Making the decision to move to New York with Jane was one thing. Telling Jane and Loki was another matter. Technically, giving Jane the thumbs-up should have been easy, except a part of Darcy - a childish part that just wanted to slump down on the floor in a petulant pile and say, "No!" - still chafed at the idea that the relocation oh-so conveniently got her away from Loki.

Loki, on the other hand, had told her to go, right? She almost expected him to react to her proclamation with a shrug and then return to work on that thing -- it resembled a very tiny Death Star -- that was currently occupying most of his non-Darcy time.

Okay, so to be honest, he tolerated a lot of Darcy time. Last night, for example, he set aside his tinkering to give her a lesson in the very rudiments of magic.

"Magic for Dummies," she said.

He smirked. "It's more like explaining quantum physics to squirrel."

She glared at him, but it was half-hearted because Loki was talking to her about magic and how freaking cool was that? And also, even though she had temporarily kicked the matter of moving to New York into a dark, dusty corner of her mind, the knowledge that their time together, here in this house, was short, made every second spent with him precious.

Consequently, she worried that he would take the news poorly. Not just retreat behind the walls of his mental fortress, because he'd never actually left Fort Mischief, but pull up the drawbridge and refuse to let her into his private refuge.

And she also worried that he just wouldn't give a damn.

Loki's smarts aren't the only thing I'm catching. I've now got a bad case of his crazy brain. A tiny bead of sweat pooled just below the hollow of her throat and then slid coolly over her skin and between her breasts. Fall was making a chilly overture toward the morning temperature, but Darcy's route this morning, on her bicycle, took on the muscle-burning shortcut to Puente Antiguo, the three miles of asphalt-free road that connected Don Tenorio Road to Route 8.

The unpaved road came in two flavor stripes: two sandy ruts cut by the regular passage of vehicles and a hard, caliche section in the middle. Biking through sand took more muscle, but the caliche's uneven hardpan surface made for a brain-scrambling ride, so she opted for the harder workout. Behind her, the black SUV rumbled, kicking up a cloud of dust, and she hoped it would subside before she turned and made the trip back.

An hour and a half later, back home, she braked the bike by the road and flipped the mailbox open, pulling out a small pile of mail. The black SUV pulled up next to her and stopped. The passenger window slid down with a hum.

"What kind of mail do Norse gods get?" said the guard, a thin-faced blond in his twenties whose hairline had decided to get a head start on receding. He must not have gotten the memo yet that Darcy was enemy by association, since his smile was friendly.

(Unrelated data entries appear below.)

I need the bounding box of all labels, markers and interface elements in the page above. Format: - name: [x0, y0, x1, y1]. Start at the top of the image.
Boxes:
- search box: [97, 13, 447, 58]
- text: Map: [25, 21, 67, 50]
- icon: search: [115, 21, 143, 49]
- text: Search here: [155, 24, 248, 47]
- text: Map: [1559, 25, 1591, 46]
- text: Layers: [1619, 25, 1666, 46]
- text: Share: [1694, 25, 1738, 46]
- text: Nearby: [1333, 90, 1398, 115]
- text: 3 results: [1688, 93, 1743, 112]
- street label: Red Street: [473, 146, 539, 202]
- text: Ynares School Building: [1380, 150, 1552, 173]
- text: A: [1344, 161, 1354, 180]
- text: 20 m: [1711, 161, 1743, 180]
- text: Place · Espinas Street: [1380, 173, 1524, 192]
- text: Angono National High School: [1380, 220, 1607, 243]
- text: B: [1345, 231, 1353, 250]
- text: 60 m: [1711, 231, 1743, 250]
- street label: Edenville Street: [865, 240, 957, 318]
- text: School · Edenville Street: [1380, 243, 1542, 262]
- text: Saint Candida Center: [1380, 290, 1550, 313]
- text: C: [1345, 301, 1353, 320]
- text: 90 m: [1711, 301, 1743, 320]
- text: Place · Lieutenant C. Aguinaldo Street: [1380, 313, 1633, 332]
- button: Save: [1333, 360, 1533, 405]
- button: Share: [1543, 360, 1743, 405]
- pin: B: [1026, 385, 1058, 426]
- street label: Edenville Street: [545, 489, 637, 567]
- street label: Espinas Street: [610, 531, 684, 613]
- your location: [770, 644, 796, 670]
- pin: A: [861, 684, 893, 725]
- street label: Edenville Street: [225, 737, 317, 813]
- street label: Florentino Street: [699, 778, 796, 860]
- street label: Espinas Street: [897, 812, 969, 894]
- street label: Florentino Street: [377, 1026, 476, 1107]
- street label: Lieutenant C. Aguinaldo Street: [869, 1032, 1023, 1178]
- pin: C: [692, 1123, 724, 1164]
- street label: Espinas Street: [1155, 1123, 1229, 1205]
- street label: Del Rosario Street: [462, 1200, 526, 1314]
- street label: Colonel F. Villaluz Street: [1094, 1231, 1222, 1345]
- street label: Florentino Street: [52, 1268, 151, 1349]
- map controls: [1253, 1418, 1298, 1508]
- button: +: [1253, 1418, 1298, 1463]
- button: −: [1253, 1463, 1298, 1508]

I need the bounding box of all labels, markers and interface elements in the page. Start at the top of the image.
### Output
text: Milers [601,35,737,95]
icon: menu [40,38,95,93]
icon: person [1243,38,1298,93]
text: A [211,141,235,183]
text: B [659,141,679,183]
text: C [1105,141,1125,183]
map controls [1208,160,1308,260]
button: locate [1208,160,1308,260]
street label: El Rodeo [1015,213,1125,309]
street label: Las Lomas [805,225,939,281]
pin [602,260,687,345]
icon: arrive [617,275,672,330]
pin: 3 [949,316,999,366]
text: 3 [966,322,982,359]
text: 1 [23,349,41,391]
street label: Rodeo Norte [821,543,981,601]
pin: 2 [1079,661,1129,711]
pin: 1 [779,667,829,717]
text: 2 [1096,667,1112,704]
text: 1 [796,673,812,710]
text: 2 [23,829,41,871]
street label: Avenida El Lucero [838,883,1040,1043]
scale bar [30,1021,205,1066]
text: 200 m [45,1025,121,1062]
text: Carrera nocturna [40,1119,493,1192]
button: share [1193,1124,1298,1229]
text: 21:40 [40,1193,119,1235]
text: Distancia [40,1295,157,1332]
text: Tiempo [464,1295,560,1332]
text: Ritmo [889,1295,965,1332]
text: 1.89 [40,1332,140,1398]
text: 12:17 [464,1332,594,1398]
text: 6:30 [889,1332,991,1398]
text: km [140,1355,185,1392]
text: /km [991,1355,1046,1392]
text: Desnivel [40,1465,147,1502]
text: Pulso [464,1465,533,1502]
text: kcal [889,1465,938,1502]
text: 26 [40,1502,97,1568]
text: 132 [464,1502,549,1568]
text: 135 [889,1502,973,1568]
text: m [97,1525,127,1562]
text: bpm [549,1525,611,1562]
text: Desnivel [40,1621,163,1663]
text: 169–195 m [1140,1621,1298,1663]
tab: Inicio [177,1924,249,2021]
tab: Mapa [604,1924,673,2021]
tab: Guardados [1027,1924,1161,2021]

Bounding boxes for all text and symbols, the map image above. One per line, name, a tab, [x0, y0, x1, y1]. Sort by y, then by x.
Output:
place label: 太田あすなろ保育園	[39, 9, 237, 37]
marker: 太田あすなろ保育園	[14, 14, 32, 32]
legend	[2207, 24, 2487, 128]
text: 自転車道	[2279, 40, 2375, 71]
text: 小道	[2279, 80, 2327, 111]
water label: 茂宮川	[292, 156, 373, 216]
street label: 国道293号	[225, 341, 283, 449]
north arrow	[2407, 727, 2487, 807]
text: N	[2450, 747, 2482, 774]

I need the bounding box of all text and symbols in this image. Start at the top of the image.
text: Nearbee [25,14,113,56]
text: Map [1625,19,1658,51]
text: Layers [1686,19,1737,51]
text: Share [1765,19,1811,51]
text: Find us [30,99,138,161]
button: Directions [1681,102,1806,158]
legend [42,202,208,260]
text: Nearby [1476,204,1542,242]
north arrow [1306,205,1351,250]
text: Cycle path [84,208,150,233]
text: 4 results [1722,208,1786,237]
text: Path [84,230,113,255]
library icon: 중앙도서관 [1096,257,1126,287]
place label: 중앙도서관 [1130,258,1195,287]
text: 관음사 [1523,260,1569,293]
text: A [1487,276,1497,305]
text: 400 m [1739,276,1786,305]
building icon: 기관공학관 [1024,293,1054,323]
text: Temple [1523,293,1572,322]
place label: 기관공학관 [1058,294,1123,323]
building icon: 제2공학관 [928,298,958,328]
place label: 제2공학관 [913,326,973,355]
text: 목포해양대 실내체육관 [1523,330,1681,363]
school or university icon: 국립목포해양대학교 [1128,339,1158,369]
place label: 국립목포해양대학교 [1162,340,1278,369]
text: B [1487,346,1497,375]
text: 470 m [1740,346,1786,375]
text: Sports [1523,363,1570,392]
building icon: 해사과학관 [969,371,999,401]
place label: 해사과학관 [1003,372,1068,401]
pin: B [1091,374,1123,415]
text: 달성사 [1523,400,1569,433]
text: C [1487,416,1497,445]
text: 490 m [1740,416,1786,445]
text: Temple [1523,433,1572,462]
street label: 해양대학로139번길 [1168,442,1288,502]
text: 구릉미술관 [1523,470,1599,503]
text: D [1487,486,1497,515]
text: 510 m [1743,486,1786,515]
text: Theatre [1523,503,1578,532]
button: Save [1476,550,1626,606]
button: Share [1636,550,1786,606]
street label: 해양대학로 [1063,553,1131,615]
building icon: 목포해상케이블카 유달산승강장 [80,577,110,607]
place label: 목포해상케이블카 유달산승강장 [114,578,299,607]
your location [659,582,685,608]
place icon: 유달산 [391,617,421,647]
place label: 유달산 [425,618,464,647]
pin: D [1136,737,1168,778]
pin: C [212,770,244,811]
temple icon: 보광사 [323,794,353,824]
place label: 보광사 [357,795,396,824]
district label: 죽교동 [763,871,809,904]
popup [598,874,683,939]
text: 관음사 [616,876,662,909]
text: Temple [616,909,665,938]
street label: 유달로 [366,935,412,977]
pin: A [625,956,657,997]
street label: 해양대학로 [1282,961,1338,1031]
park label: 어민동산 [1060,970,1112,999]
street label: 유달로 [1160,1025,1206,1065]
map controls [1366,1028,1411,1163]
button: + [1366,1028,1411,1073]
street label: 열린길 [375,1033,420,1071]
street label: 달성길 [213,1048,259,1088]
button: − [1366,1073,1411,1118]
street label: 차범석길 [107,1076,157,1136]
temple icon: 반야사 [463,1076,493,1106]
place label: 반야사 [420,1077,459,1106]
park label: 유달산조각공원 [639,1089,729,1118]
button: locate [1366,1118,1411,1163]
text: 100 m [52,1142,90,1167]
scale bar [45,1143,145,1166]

Darcy grinned and held up a blue and white envelope for him to see. "Credit card offers. Five thousand dollar credit limit and twelve months no interest on balance transfers." She was serious. This envelope was addressed to "T. Odinson" and amusingly, was for a card that rewarded the user with frequent flier miles. A couple months ago Jane had ordered Sports Illustrated magazine in Thor's name, and since then he'd been deluged with credit card offers.

The guard laughed. "It's good to be a god."

"And an Avenger," Darcy said, because it didn't hurt to remind people that one of the immortals living at 15 Don Tenorio Road was a bona fide superhero. She waved goodbye and headed for house. Besides the credit card industry's attempt to ensnare a thunder god, the pile included actual credit card bills for her and Jane, a scientific journal for Jane, and yellow, padded envelope addressed to "L. Smith."

Darcy felt up the envelope, and then shook it, but couldn't catch a clue as to its contents. Shaking her head, she glanced back at the street, mind already wandering to other things, like the fact that her new boots should be arriving soon. Loki, after all, was always going to be Loki.

Her vision swam, the desert landscape and black asphalt road turning watery, like looking through a window during a hard rainstorm. The phenomena was concentrated by the road, near the eastern boundary between their property and their neighbor, Carlos's. Staggering a little, dizzied, she dropped some of the mail, her other hand leaning hard on the bike's handle bars. Within seconds her vision cleared. She stared out across their property, toward the black snake of Carlos's tire wall, his house trailer and the terra cotta tiled roof of the Richards's house beyond, the details once again sharp through her glasses. The hell?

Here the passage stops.